Graham filed this resolution condemning the impeachment inquiry and not all the Republican senators signed on to it. So I think actually that was telling. It was intended to be a show of force for the president, but in fact, not everybody showed up for that show of force.

So, it does suggest there are some weak links that could deserve more scrutiny going forward.

STELTER: Certainly, "The Daily Caller," of all outlet, a conservative outlet oftentimes pro Trump, called all the offices of GOP senators asking, what will you do about impeachment, will you refuse to vote to convict President Trump in a trial? Only seven of the GOP senators said we will absolutely not convict no matter what.

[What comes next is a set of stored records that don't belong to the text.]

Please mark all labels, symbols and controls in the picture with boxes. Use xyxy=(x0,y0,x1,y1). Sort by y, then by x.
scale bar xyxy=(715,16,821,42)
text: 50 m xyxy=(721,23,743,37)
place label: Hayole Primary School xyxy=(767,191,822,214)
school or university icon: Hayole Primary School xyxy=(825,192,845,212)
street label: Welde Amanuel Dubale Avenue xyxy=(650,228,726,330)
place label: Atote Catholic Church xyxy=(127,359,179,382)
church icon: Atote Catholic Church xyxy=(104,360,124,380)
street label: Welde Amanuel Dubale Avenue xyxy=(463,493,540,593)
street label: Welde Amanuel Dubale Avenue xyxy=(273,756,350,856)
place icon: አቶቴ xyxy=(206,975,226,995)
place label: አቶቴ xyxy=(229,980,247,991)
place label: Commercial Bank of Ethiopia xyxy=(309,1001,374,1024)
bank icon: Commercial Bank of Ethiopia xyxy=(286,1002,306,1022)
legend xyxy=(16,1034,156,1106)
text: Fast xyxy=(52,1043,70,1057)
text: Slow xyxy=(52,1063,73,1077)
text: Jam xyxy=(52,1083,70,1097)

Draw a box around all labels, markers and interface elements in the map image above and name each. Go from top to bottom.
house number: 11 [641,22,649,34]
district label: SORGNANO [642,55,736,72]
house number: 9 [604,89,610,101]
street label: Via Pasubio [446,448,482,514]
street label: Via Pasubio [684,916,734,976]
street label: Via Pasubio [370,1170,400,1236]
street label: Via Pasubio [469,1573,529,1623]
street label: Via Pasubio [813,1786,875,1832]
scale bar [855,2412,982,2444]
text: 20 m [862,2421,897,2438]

Now, the explanation from "Politico" and other outlets is that these senators, because they're going to be members of a jury, they're not prejudging what's going to happen. But it's striking, Sarah, that we're already at the point where reporters are asking that question. We are already this far down the impeachment road, only one month ago, Nancy Pelosi announced down this inquiry.

ELLISON: No, it's very fast moving and I think that people have identified, the only way that you can report on silence is to keep asking the question sand saying who is willing to answer?


Because otherwise, we're left with a vacuum, where are Senate Republicans, what are we supposed to think about what could happen. That's where the focus should be. But in a vacuum, all you can do is just pick up the phone and keep asking the question.

STELTER: Right, that's how you show the silence, that's absolutely true.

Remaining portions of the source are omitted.